In the village hospital, No.2 interrogates a woman, No.73. Apparently she tried to commit suicide by slashing her wrists and for some reason No 2 is most insistent on finding out why. No.6 is passing by outside when he hears her scream and rushes inside. Just as he gets to the room, No.73 jumps out of the window to her death. No.2 immediately blames No. 6 and threatens, "You'll pay for this". No. 6 replies, "No. You will" No.6.
Later, he is dragged into the Green Dome where No.2 threatens him. Quoting from Goethe, he likens himself to a hammer and the Prisoner as the "Anvil". However, depite his posturing and threatening, No.2 reveals his basically cowardly nature as he receives a call from No. 1 and becomes fawning and anxious. No. 6 realises that he can exploit this weakness and starts a low-profile series of ingenious but fake plots to undermine N0. 2's confidence.
Knowing he is being watched, No. 6 goes into the village store and listens to six identical versions of "L'Arlésienne" while monitoring his watch. He also leaves a copy of the village newspaper with the word "security" circled and he adds a question mark near it.
No. 2's assumption is that there's a coded message somehow imprinted into one of the recordings, particularly as he later discovers a message reading, "To X.O.4 ref. your query via Bizet record. No.2's instability confirmed. Detailed report follows. D.6."
No.2 becomes convinced that No.6 is a fake, installed in the Village to spy on him. No. 6 continues to plague him with what look like more plots to discredit him, hiding blank pieces of paper which No.2 believes carry messages but which he can't decipher. The papers are blank but by this time No. 2 is so paranoid that he can't accept it, even starting to blame anybody and everybody and accusing them of being in on the deception. No. 6 places an ad in the local newspaper which is meaningless but appears to the crumbling No. 2 to be another coded message. The village psychiatrist receives a mysterious call about his "report on No.2's mental health" which is montitored by No. 2 and, again taken seriously although it's an obvious deception. No. 6's pranks become more and more bizarre, such as having a birthday message read out on the Village radio from "No. 113" wishing No 6 a happy birthday. Except that No. 113 is dead and isn't No 6's birthday!

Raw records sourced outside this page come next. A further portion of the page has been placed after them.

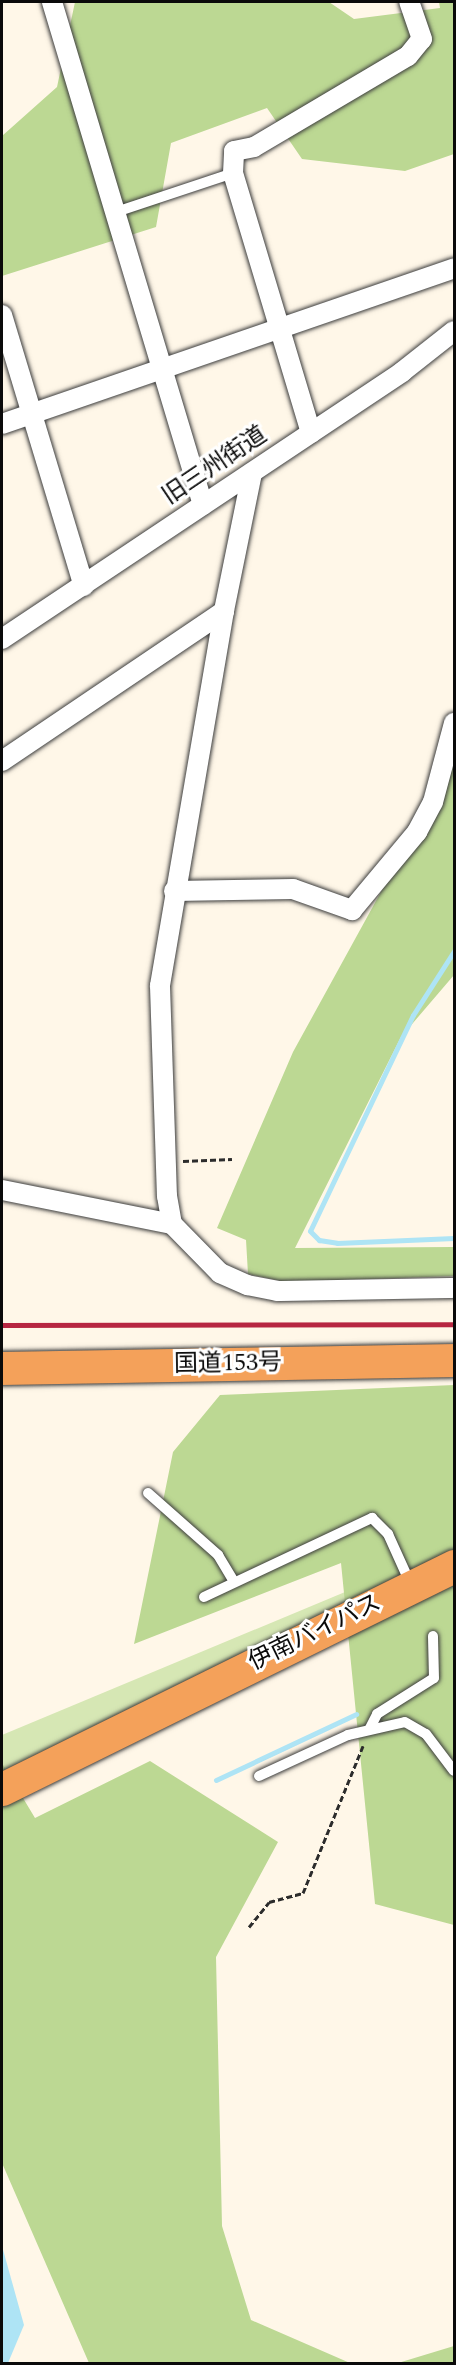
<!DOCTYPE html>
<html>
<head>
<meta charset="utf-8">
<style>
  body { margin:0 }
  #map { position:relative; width:456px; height:2365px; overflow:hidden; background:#fff7e8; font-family:Spectral,"Noto Sans JP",serif }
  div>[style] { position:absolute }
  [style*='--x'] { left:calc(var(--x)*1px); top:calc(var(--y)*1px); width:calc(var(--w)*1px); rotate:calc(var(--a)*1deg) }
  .green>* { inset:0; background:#d6e7b4 }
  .forest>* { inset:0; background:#bcd893 }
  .water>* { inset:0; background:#aee4f5 }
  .stream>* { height:5px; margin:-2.5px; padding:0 2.5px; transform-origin:2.5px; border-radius:2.5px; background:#aee4f5 }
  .path>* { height:3px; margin-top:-1.5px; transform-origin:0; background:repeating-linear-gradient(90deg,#2c2c2c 0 6px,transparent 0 9px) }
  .roads { filter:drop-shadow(0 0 2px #3d3d3d) drop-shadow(0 0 2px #3d3d3d) }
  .service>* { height:10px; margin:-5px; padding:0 5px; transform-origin:5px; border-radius:5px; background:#fff }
  .minor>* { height:20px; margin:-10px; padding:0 10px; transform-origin:10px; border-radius:10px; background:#fff }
  .trunk>* { height:33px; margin:-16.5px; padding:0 16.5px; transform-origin:16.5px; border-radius:16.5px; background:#f4a15a }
  .rail>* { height:4.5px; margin:-2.25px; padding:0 2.25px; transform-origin:2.25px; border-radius:2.25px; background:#b72641 }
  span { translate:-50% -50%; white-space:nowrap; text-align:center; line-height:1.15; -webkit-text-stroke:6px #fff; paint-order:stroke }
  .street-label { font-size:24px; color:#0a0a0a }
  .frame { position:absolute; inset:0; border:3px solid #0a0a0a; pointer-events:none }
</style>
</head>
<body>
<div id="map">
  <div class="green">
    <i style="clip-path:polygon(357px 1587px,360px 1602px,2px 1773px,2px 1735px)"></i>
  </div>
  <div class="forest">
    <i style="clip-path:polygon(75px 2px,329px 2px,354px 19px,440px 8px,439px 2px,454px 2px,454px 154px,405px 171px,302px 159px,267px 108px,171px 143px,156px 227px,2px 276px,2px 136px,57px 87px)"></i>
    <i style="clip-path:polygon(454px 744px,454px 975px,401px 1037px,295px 1248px,454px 1247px,454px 1276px,286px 1282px,248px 1274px,246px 1240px,217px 1228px,293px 1052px,449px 768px)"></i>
    <i style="clip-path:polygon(454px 1385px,454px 1925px,375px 1904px,341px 1563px,134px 1644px,173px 1452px,220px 1395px)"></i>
    <i style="clip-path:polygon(150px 1761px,278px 1842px,216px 1957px,222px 2226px,251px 2320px,350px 2363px,89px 2363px,2px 2163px,2px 1763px,35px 1818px)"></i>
    <i style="clip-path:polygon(454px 2346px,454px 2363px,398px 2363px)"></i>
  </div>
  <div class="water">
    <i style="clip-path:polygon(2px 2246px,24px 2325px,8px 2363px,2px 2363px)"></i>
  </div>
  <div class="stream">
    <i style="--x:454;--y:951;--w:76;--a:122.6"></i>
    <i style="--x:413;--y:1015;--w:239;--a:115.5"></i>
    <i style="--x:310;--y:1231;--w:13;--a:45"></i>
    <i style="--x:319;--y:1240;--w:18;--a:9"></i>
    <i style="--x:337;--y:1243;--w:117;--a:-2.4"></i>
    <i style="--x:216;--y:1780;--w:155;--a:-25.2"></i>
  </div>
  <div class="path">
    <i style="--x:183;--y:1161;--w:49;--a:-2.3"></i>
    <i style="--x:249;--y:1927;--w:32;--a:-51"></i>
    <i style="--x:269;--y:1902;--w:35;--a:-15"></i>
    <i style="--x:303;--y:1893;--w:159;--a:-67.8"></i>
  </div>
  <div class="roads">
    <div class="service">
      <i style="--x:113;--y:213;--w:126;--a:-18.4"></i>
      <i style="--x:148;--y:1493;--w:94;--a:41.5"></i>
      <i style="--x:218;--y:1555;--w:31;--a:59"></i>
      <i style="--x:204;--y:1597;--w:186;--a:-25.2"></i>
      <i style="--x:372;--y:1518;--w:23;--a:45"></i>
      <i style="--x:388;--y:1534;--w:46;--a:65.7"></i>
      <i style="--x:370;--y:1728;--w:16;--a:-63"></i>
      <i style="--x:377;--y:1714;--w:67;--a:-32.3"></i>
      <i style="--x:434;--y:1678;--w:42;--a:-91.4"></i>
      <i style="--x:259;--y:1776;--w:98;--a:-24.7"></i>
      <i style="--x:348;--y:1735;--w:58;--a:-12.8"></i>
      <i style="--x:405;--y:1722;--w:24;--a:30"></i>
      <i style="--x:426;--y:1734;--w:46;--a:52.9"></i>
    </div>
    <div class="minor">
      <i style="--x:52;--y:2;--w:525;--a:73.29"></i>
      <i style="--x:2;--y:315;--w:283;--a:73.2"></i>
      <i style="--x:2;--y:424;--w:478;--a:-19"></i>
      <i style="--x:311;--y:433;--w:271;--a:-106.7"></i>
      <i style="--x:233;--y:173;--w:22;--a:-87"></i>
      <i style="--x:234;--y:151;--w:20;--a:-11"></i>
      <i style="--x:254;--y:147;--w:179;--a:-30.6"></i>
      <i style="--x:408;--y:56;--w:22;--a:-51"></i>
      <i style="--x:422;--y:39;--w:39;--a:-109"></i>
      <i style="--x:252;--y:473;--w:141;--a:101.5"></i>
      <i style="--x:224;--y:611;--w:380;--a:99.7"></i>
      <i style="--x:160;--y:986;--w:210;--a:88.1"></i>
      <i style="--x:167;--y:1196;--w:28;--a:80"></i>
      <i style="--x:172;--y:1224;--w:69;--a:45.6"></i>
      <i style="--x:220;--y:1273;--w:30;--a:24"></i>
      <i style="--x:247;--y:1285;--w:31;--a:11"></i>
      <i style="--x:277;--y:1291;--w:177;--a:-1"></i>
      <i style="--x:2;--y:639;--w:481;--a:-33.7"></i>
      <i style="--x:402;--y:372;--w:66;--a:-38.3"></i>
      <i style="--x:2;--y:761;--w:268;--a:-34"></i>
      <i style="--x:174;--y:891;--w:119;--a:-1"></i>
      <i style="--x:293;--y:889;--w:63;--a:19.6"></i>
      <i style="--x:352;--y:910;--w:102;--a:-50.2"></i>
      <i style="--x:417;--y:832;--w:34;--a:-62"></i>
      <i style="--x:433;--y:802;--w:82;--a:-75.1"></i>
      <i style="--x:2;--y:1190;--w:173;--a:11.3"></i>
    </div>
    <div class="trunk">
      <i style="--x:2;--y:1368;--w:452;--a:-1"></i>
      <i style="--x:2;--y:1789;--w:504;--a:-26.26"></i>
    </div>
  </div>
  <div class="rail">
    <i style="--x:2;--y:1325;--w:452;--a:-0.1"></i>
  </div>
  <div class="street-label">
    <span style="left:215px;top:466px;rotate:-34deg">旧三州街道</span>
    <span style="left:228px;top:1364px;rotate:-1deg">国道153号</span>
    <span style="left:315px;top:1633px;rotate:-26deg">伊南バイパス</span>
  </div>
  <div class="frame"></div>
</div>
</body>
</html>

No. 2 gradually falls apart, he takes each prank as confirmation of the plot to discredit him, and distrusts absolutely everyone else around him. Finally No. 6 calmly walks to the Green Dome to face a completely broken No. 2, alone and with all his arrogance gone. Continuing with the deception, No. 6 playfully allows No. 2 to talk himself into being replaced.
Roger Woddis (Writer)
Pat Jackson (Director)|
Patrick Cargill (Number Two) |
Basil Hoskins (Number 14)
Victor Maddern (Bandmaster)
Norman Scace (Psychiatrist)
Derek Aylward (New Supervisor)
Hilary Dwyer (Number 73)
Arthur Gross (Control Operator)
Peter Swanwick (Supervisor)
Victor Woolf (Shop Assistant) |
Michael Segal (Technician)
Margo Andrew (Girl)
Susan Sheers (Code Expert)
Jackie Cooper (Guardian)
Fred Haggerty (Guardian)
Eddie Powell (Guardian)
George Leach (Guardian)
This episode marks a return appearance for Patrick Cargill, previously seen as Thorpe in "Many Happy Returns", but the characters are not meant to be the same. The actor was a past master at playing dotty villains and it's virtually the same character and performance as he gives in the "Avengers" episode "The Fear Merchants", which also incidentally features Annette Carrel who played "B" in "A, B & C". Patrick Cargill did very well in the theatre and in television situation comedy too.

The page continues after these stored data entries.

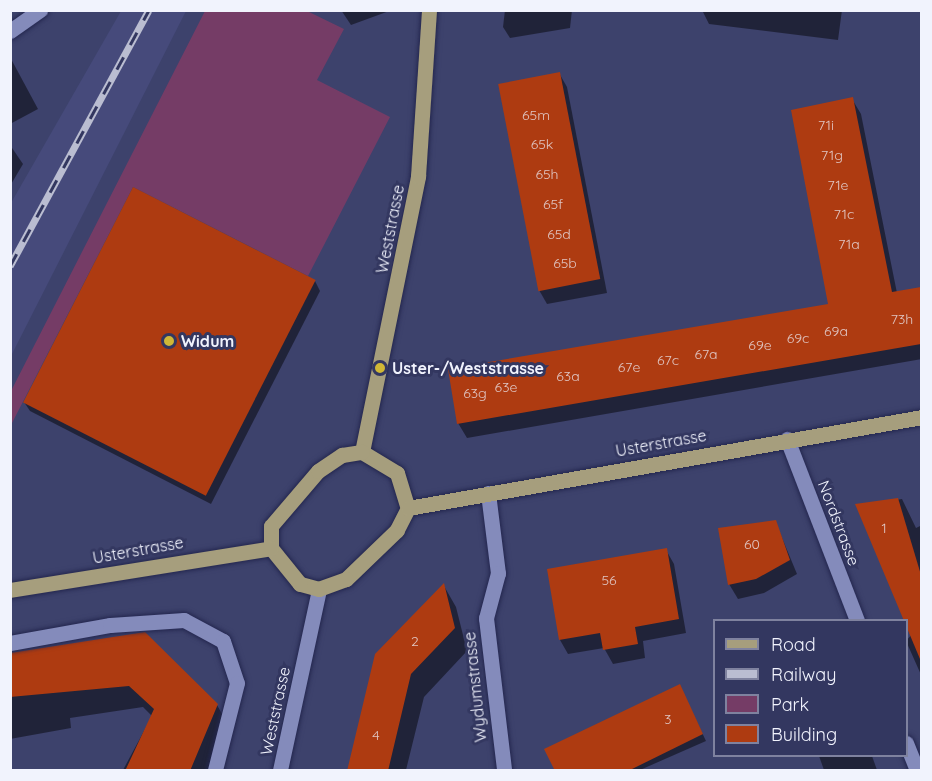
<!DOCTYPE html>
<html>
<head>
<meta charset="utf-8">
<style>
  body { margin:0 }
  #map { position:relative; width:932px; height:781px; overflow:hidden; background:#3d426c; font-family:Quicksand,sans-serif }
  div>[style] { position:absolute }
  [style*='--x'] { left:calc(var(--x)*1px); top:calc(var(--y)*1px); width:calc(var(--w)*1px); rotate:calc(var(--a)*1deg) }
  .built>* { inset:0; background:#464a7b }
  .green>* { inset:0; background:#753c66 }
  .shadow>* { inset:0; background:#0007 }
  .building>* { inset:0; background:#ae3b11; transform-origin:0 0 }
  .roads { filter:drop-shadow(0 0 2px #24274f) drop-shadow(0 0 2px #24274f) }
  .minor>* { height:15px; margin:-7.5px; padding:0 7.5px; transform-origin:7.5px; border-radius:7.5px; background:#848bbb }
  .major>* { height:15px; margin:-7.5px; padding:0 7.5px; transform-origin:7.5px; border-radius:7.5px; background:#a69e7d }
  .rail>* { height:7px; margin-top:-3.5px; transform-origin:0; background:repeating-linear-gradient(90deg,#333760 0 14px,#babdd1 0 28px); box-sizing:border-box; border-block:2px solid #babdd1 }
  .dots>* { width:16px; height:16px; translate:-50% -50%; box-sizing:border-box; border:3px solid #333760; border-radius:50% }
  span { translate:-50% -50%; white-space:nowrap; text-align:center; line-height:1.15; -webkit-text-stroke:6px #333760; paint-order:stroke }
  .number-label { font-size:14px; color:#e0c5c2 }
  .number-label span { -webkit-text-stroke-width:0 }
  .street-label { font-size:16px; color:#f1f3fd }
  .poi-label { font-size:16px; color:#f1f3fd; font-weight:700 }
  .left { translate:0 -50%; text-align:left }
  .frame { position:absolute; inset:0; border:12px solid #f1f3fd; pointer-events:none }
  .legend { position:absolute; left:713px; top:619px; width:195px; height:138px; box-sizing:border-box; background:#333760; border:2px solid #7f829f; margin:0; padding:8px 10px; list-style:none; font-size:18px; color:#f1f3fd }
  .legend li { display:flex; align-items:center; gap:12px; height:30px }
  .legend b { width:30px; border:2px solid #7f829f }
</style>
</head>
<body>
<div id="map">
  <div class="built">
    <div style="clip-path:polygon(121px 11px,186px 11px,11px 356px,11px 203px)"></div>
  </div>
  <div class="green">
    <div style="clip-path:polygon(205px 11px,307px 11px,344px 29px,317px 80px,390px 117px,308px 276px,133px 187px,11px 425px,11px 391px)"></div>
  </div>
  <div class="shadow">
    <div style="clip-path:polygon(341px 10px,392px 10px,351px 25px)"></div>
    <div style="clip-path:polygon(505px 10px,572px 10px,570px 28px,510px 38px,503px 27px)"></div>
    <div style="clip-path:polygon(690px 10px,842px 10px,838px 40px,709px 24px,703px 12px)"></div>
    <div style="clip-path:polygon(10px 57px,38px 109px,10px 124px)"></div>
    <div style="clip-path:polygon(559px 73px,567px 87px,607px 293px,547px 304px,539px 290px)"></div>
    <div style="clip-path:polygon(852px 99px,861px 114px,897px 293px,922px 289px,922px 359px,467px 438px,458px 423px,830px 305px)"></div>
    <div style="clip-path:polygon(10px 145px,23px 164px,10px 186px)"></div>
    <div style="clip-path:polygon(315px 281px,320px 291px,211px 504px,30px 411px,24px 402px)"></div>
    <div style="clip-path:polygon(902px 499px,916px 528px,922px 525px,922px 677px,906px 641px,912px 634px,857px 506px)"></div>
    <div style="clip-path:polygon(775px 521px,797px 574px,764px 593px,738px 599px,729px 584px)"></div>
    <div style="clip-path:polygon(666px 550px,674px 564px,686px 633px,643px 641px,645px 658px,613px 664px,604px 648px,568px 654px,560px 640px,548px 571px)"></div>
    <div style="clip-path:polygon(444px 586px,456px 607px,467px 651px,424px 697px,406px 770px,348px 770px)"></div>
    <div style="clip-path:polygon(10px 656px,217px 705px,230px 728px,212px 770px,123px 770px,152px 716px,143px 707px,70px 718px,71px 728px,10px 739px)"></div>
    <div style="clip-path:polygon(683px 693px,706px 741px,640px 770px,556px 770px)"></div>
    <div style="clip-path:polygon(819px 756px,872px 756px,877px 770px,824px 770px)"></div>
  </div>
  <div class="building">
    <div style="left:560px;top:72px;width:211px;height:63px;rotate:79deg"></div>
    <div style="clip-path:polygon(853px 97px,892px 292px,921px 287px,921px 344px,457px 424px,448px 369px,828px 304px,791px 110px)"></div>
    <div style="left:133px;top:187px;width:205px;height:242px;rotate:27deg"></div>
    <div style="clip-path:polygon(898px 498px,921px 575px,920px 659px,855px 504px)"></div>
    <div style="clip-path:polygon(776px 520px,790px 560px,756px 579px,728px 585px,718px 528px)"></div>
    <div style="clip-path:polygon(667px 548px,679px 619px,635px 627px,638px 644px,603px 650px,600px 633px,559px 640px,547px 569px)"></div>
    <div style="clip-path:polygon(444px 583px,455px 628px,411px 674px,388px 771px,347px 771px,375px 654px)"></div>
    <div style="clip-path:polygon(145px 632px,218px 704px,190px 771px,125px 771px,154px 709px,129px 686px,10px 697px,10px 653px)"></div>
    <div style="clip-path:polygon(680px 684px,703px 734px,628px 771px,555px 771px,544px 749px)"></div>
  </div>
  <div class="roads">
    <div class="minor">
      <div style="--x:10;--y:31;--w:37;--a:-35"></div>
      <div style="--x:787;--y:439;--w:194;--a:68.9"></div>
      <div style="--x:488;--y:493;--w:81;--a:82.9"></div>
      <div style="--x:498;--y:573;--w:47;--a:104.9"></div>
      <div style="--x:486;--y:618;--w:153;--a:83.2"></div>
      <div style="--x:10;--y:643;--w:102;--a:-10.2"></div>
      <div style="--x:110;--y:625;--w:74;--a:-3.9"></div>
      <div style="--x:184;--y:620;--w:44;--a:28.3"></div>
      <div style="--x:223;--y:641;--w:44;--a:71.6"></div>
      <div style="--x:237;--y:683;--w:90;--a:104.2"></div>
      <div style="--x:906;--y:743;--w:29;--a:68"></div>
      <div style="--x:280;--y:770;--w:185;--a:-77.8"></div>
    </div>
    <div class="major">
      <div style="--x:362;--y:452;--w:282;--a:-78.5"></div>
      <div style="--x:418;--y:176;--w:166;--a:-86.2"></div>
      <div style="--x:362;--y:452;--w:41;--a:31"></div>
      <div style="--x:397;--y:473;--w:37;--a:73"></div>
      <div style="--x:408;--y:508;--w:25;--a:117"></div>
      <div style="--x:397;--y:530;--w:71;--a:136.1"></div>
      <div style="--x:346;--y:579;--w:29;--a:160"></div>
      <div style="--x:319;--y:589;--w:20;--a:-165"></div>
      <div style="--x:300;--y:584;--w:46;--a:-128.9"></div>
      <div style="--x:271;--y:548;--w:22;--a:-90"></div>
      <div style="--x:271;--y:526;--w:72;--a:-49.5"></div>
      <div style="--x:318;--y:471;--w:29;--a:-34"></div>
      <div style="--x:342;--y:455;--w:20;--a:-9"></div>
      <div style="--x:408;--y:508;--w:522;--a:-10.04"></div>
      <div style="--x:10;--y:590;--w:264;--a:-9.1"></div>
    </div>
  </div>
  <div class="rail">
    <div style="--x:10;--y:266;--w:291;--a:-61.5"></div>
  </div>
  <div class="dots">
    <div style="left:169px;top:341px;background:#d0b736"></div>
    <div style="left:380px;top:368px;background:#d0b736"></div>
  </div>
  <div class="number-label">
    <span style="left:536px;top:115px">65m</span>
    <span style="left:826px;top:125px">71i</span>
    <span style="left:542px;top:144px">65k</span>
    <span style="left:832px;top:155px">71g</span>
    <span style="left:547px;top:174px">65h</span>
    <span style="left:838px;top:185px">71e</span>
    <span style="left:553px;top:204px">65f</span>
    <span style="left:844px;top:214px">71c</span>
    <span style="left:559px;top:234px">65d</span>
    <span style="left:849px;top:244px">71a</span>
    <span style="left:565px;top:263px">65b</span>
    <span style="left:902px;top:319px">73h</span>
    <span style="left:836px;top:331px">69a</span>
    <span style="left:798px;top:338px">69c</span>
    <span style="left:760px;top:345px">69e</span>
    <span style="left:706px;top:354px">67a</span>
    <span style="left:668px;top:360px">67c</span>
    <span style="left:629px;top:367px">67e</span>
    <span style="left:568px;top:376px">63a</span>
    <span style="left:506px;top:387px">63e</span>
    <span style="left:475px;top:393px">63g</span>
    <span style="left:884px;top:528px">1</span>
    <span style="left:752px;top:544px">60</span>
    <span style="left:609px;top:580px">56</span>
    <span style="left:415px;top:641px">2</span>
    <span style="left:668px;top:719px">3</span>
    <span style="left:376px;top:735px">4</span>
  </div>
  <div class="street-label">
    <span style="left:390px;top:229px;rotate:-79deg">Weststrasse</span>
    <span style="left:661px;top:443px;rotate:-10deg">Usterstrasse</span>
    <span style="left:839px;top:523px;rotate:69deg">Nordstrasse</span>
    <span style="left:138px;top:550px;rotate:-10deg">Usterstrasse</span>
    <span style="left:475px;top:687px;rotate:-96deg">Wydumstrasse</span>
    <span style="left:275px;top:711px;rotate:-78deg">Weststrasse</span>
  </div>
  <div class="poi-label">
    <span class="left" style="left:181px;top:341px">Widum</span>
    <span class="left" style="left:392px;top:368px">Uster-/Weststrasse</span>
  </div>
  <div class="frame"></div>
  <ul class="legend">
  <li><b style="height:8px;background:#a69e7d"></b>Road</li>
  <li><b style="height:8px;background:#babdd1"></b>Railway</li>
  <li><b style="height:16px;background:#753c66"></b>Park</li>
  <li><b style="height:16px;background:#ae3b11"></b>Building</li>
  </ul>
</div>
</body>
</html>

Portmeirion's Castle Restaurant once again provides the exterior for the hospital. McGoohan's stunt double, Frank Maher, is much in evidence, particularly during the sequence where Number Six is trailed down to the beach. The Bizet piece "Prelude" from the L'Arlesienne Suite, which is heard repeatedly, isn't from a commercial recording at all, it was one of the pieces of Prisoner incidental music specially recorded by Albert Elms. The band in Portmeirion are miming!
Peter Swanwick makes another of his semi-regular appearances as the Supervisor and, for, once, is allowed a brief moment of comedy as he finds himself inexplicably fired. The radio programme he's just been hosting is yet another one-off plot device, inserted for the sake of the story and then put away forever, as is the "beam" which Number Two orders to be used to bring down the pigeon. To be deployed from a flagpole, aimed, focussed and fired in less time than it takes the pigeon to fly across the Village is weapons technology indeed!